- [Exercise] A line belongs in the answer if it contains "serif"; copy every such line from the entries below.

-------

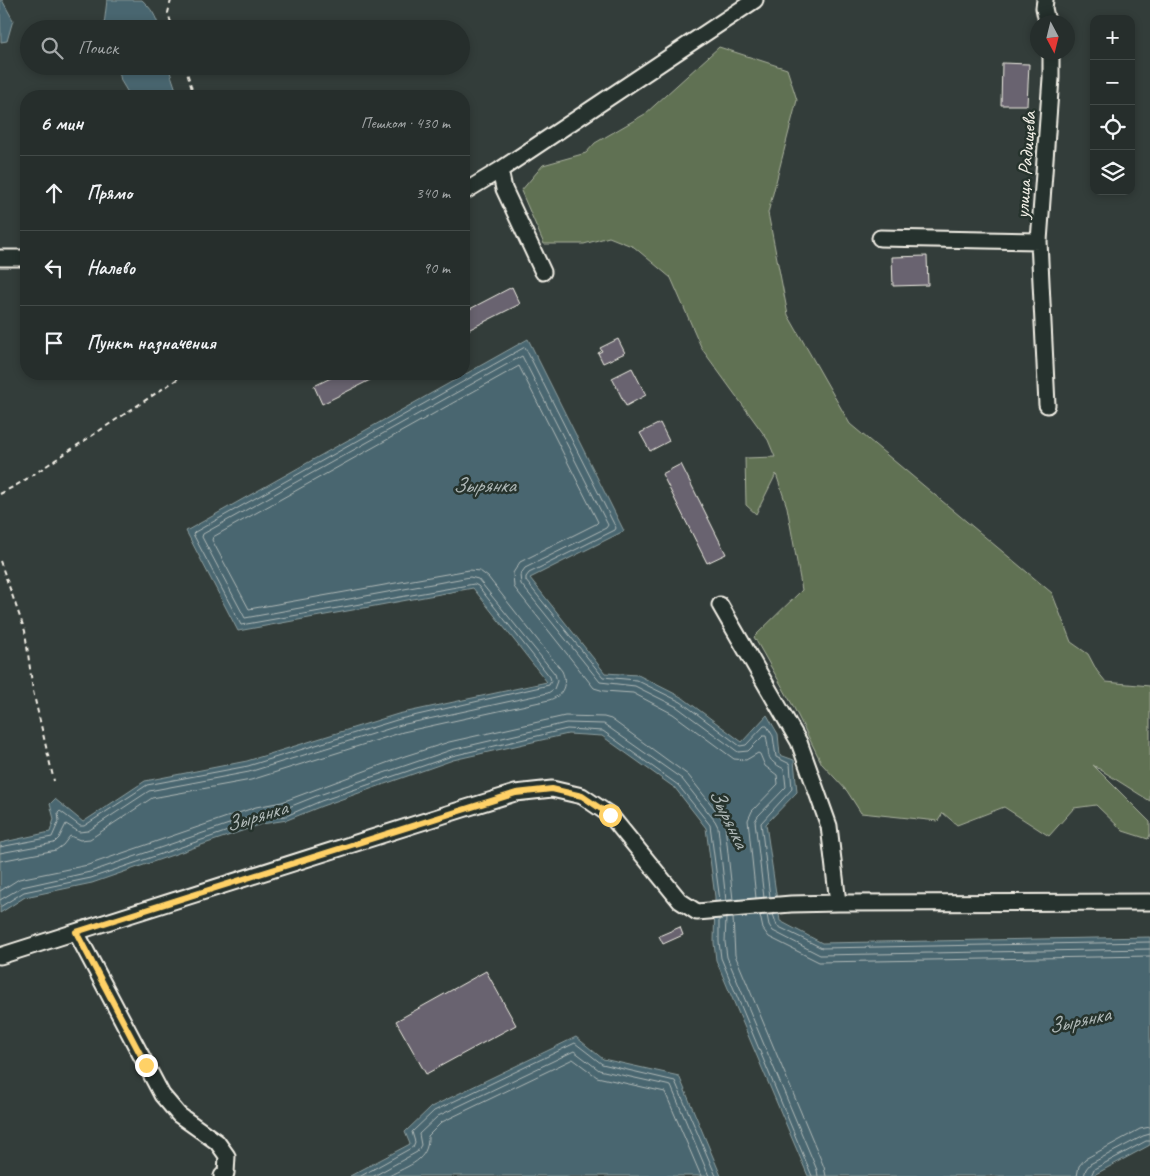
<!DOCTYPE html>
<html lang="ru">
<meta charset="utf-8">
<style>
:root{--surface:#262e2c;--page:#2e3634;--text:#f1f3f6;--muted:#a4a8a9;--line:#424a48}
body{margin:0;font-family:Caveat,sans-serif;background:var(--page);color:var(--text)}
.controls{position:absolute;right:15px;top:15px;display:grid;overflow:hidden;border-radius:10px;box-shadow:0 2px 8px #0003}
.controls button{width:45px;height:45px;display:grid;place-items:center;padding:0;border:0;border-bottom:1px solid var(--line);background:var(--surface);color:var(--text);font:25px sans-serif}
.compass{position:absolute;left:1030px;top:15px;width:45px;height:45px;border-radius:50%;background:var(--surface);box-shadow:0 2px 8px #0003;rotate:173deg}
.stop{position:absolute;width:15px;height:15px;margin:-11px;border:4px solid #ffd166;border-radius:50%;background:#fff}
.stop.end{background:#ffd166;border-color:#fff;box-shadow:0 1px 5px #0008}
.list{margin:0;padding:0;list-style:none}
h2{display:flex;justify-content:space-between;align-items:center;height:65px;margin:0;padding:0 20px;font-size:21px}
h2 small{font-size:16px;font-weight:400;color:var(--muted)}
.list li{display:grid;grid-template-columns:32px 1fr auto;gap:15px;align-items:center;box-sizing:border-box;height:75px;padding:0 20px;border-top:1px solid var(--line)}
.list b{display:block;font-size:19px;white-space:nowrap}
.list em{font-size:16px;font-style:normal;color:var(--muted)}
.icon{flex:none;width:28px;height:28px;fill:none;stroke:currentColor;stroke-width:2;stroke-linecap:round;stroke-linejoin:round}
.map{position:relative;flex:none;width:1150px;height:1176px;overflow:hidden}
.search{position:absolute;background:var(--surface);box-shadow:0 2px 8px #0003;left:20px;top:20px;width:450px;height:55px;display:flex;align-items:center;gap:12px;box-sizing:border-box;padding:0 18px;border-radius:28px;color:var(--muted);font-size:19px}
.panel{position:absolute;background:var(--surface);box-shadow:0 2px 8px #0003;left:20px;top:90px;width:450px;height:290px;border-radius:20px}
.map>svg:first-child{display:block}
</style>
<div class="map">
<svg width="1150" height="1176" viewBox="0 0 1150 1176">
<rect width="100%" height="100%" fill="#333d3a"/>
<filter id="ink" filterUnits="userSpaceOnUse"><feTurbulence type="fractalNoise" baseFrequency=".02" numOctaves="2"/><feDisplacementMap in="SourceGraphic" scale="10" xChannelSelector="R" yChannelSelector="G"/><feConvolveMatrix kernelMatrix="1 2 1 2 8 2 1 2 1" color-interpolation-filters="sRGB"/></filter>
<g filter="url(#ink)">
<path fill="#607153" stroke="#aab19e" d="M719,47L787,69L797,100L768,213L788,315L850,424L1052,593L1071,642L1088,654L1097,671L1106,682L1150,686V801L1093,765L1150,822V835L1148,839L1123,831L1096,805L1074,808L1049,836L1004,807L957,825L943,813L938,821L861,813L847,791L822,764L792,704L754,637L802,590L787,507L776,474L756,514L746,505L745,458L775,457L768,440L702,349L671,278L634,247L609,237L584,244H544L521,191L543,165L586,153L595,143L645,114Z"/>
<path fill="#49666f" stroke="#8d9e9f" d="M0,0H2L13,20L7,41L1,42Z
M107,0H142C151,8 157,17 159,29H106L104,25Z
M118,66H168L178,96H130L121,81Z
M528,339L624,531L530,578L605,673L638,675L683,698L742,742L767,715L778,734L780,755L794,760L797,792L766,824L780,921L822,943L1150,937V1145L1092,1176H808L716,960L714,943L715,897L706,828L675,788L602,736L568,734L453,760L322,806L287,820L262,824L92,883L25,897L0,913V843L50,832L54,819L50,804L55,799L83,822L145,781L247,761L398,714L547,682L473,588L238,631L186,531Z
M576,1037L603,1059L679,1076L721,1176H350L410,1144L405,1132L431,1107Z"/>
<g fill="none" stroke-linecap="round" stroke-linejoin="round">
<path stroke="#b0b9b8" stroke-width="1" d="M0,847L52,837L59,821L58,813L60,811L80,826H84L147,785L248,766L400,719L549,685L551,681L550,677L478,586L474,584L241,625L193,534L195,532L525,347L616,528L615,530L529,573L526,577V581L603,677L636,680L681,702L740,746L746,745L764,726H767L773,736L776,757L790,764L792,789L761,823L770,897
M0,853L54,843L59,838L66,824L79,832L88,831L149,791L249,772L401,725L548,693L554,689L557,681L555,674L478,579L470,577L245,618L202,537L203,534L522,356L608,525L606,528L525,568L520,575L521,584L600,682L635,686L677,707L738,752L748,751L763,736H766C771,756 763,758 784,769L786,787L758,816L755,821L764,898
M0,861L56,850L63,845L70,836L80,840L90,839L152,798L251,780L403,732L549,700C563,696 568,684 562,671L488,577L480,571L469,570L249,609L212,540L213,537L519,366L598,522L596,524L520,562L513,573L514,587L594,688L604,691L633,693L673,714L734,759L746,760L758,753L760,754L765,766L777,775L778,784L752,811L748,820L756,898
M0,891L19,879L88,865L256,807L282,802L405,756L449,742L565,716L604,717L611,719L688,775L721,817L725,825L733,900
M0,900L22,887L90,872L258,814L284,809L319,795L451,750L566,723L604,724L682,779L715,821L718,827L726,901
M0,907L24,892L91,878L260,820L286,816L321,801L452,756L567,729L603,731L678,785L710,825L720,901
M773,914L777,926L822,948L1150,942
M760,915L763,929L769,937L819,962L1150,956
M767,915L769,925L773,931L820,955L1150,949
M726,918L725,942L727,957L817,1170L818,1176
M733,918L735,955L824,1167L826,1176
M719,919V942L721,958L812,1176
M361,1176L413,1147L415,1142L412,1132L434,1111L575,1043L602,1064L675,1081L716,1176
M374,1176L417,1152L421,1145L419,1134L438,1116L574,1051L599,1070L671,1086L709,1176
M389,1176C409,1165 429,1161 428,1136L442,1122L573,1059L597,1077L665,1092L701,1176
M1077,1176L1079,1166L1085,1159L1140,1129L1150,1127
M1084,1176L1086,1169L1090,1164L1143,1136L1150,1134
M1091,1176L1094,1169L1146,1141H1150"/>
</g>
<path fill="#69646f" stroke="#f4f1e8" d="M1002,63L1029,64L1027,105H1001Z
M927,256L928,285L893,286L892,257Z
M512,287L520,304L464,332V312Z
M618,339L625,353L603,363L598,353L602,351L600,348Z
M632,368L646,395L626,406L612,378Z
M339,374H382L322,404L314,386Z
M660,423L669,441L650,451L640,433Z
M681,464L726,554L707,563L662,474Z
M680,927L683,935L663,944L659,936Z
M486,971L516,1025L426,1074L396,1021Z"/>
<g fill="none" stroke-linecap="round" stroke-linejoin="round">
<g stroke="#f4f1e8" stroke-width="19">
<path id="minor" d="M1045,0L1044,8L1047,22
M500,170L504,189L543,272
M464,192L500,170L755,0
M880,238L1039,241L1051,78V52
M1039,241L1047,405
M0,258H26
M720,605L799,742L829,826L838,903
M76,932L162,1095L179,1115L217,1142L227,1156L226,1173L222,1176
M0,956L463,809L515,793L552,789L582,796L610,815L680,901L697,912L791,904L838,903L1150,902"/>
</g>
<path stroke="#f4f1e8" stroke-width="2" stroke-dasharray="5 4" stroke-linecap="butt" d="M171,0L168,13L173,29
M185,66L194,96
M0,494L22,482L185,374
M0,561L25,631L33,691L54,781"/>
<use href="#minor" stroke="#26332d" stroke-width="15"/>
</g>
</g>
<g fill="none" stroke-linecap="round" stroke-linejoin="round" filter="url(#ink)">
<path stroke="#ffd166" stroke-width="6" d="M146,1065L76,932L516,793L552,789L582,796L610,815"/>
</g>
<g text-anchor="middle" stroke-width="5" stroke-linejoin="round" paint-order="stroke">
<g font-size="20" fill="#f4f1e8" stroke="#26332d">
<text transform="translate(1025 165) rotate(-86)" y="7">улица Радищева</text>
</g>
<g font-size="21" font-style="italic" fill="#b0b9b8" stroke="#26332d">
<text x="484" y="492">Зырянка</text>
<text transform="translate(256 816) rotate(-17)" y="7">Зырянка</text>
<text transform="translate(729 818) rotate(64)" y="7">Зырянка</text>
<text transform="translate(1079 1020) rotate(-12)" y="7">Зырянка</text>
</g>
</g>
</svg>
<div class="controls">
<button>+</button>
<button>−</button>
<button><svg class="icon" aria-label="locate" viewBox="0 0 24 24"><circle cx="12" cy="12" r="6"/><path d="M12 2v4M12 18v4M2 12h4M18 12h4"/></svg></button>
<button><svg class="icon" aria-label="layers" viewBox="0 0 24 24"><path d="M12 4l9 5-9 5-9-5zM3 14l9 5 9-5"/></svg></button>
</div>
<svg class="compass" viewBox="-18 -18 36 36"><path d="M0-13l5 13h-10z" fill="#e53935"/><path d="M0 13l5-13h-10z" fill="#a4a8a9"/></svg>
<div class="stop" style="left:610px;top:815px"></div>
<div class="stop end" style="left:146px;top:1065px"></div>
<div class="search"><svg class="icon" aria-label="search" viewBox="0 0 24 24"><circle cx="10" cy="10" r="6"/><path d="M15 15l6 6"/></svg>Поиск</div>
<section class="panel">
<h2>6 мин<small>Пешком · 430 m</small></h2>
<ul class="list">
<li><svg class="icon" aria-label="ahead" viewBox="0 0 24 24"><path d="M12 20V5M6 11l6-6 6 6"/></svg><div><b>Прямо</b></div><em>340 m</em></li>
<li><svg class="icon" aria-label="left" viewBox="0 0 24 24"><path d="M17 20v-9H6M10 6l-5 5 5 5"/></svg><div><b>Налево</b></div><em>90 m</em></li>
<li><svg class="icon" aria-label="arrive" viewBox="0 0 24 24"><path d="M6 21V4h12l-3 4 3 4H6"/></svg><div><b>Пункт назначения</b></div></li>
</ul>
</section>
</div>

-------

- [Task response]
body{margin:0;font-family:Caveat,sans-serif;background:var(--page);color:var(--text)}
.controls button{width:45px;height:45px;display:grid;place-items:center;padding:0;border:0;border-bottom:1px solid var(--line);background:var(--surface);color:var(--text);font:25px sans-serif}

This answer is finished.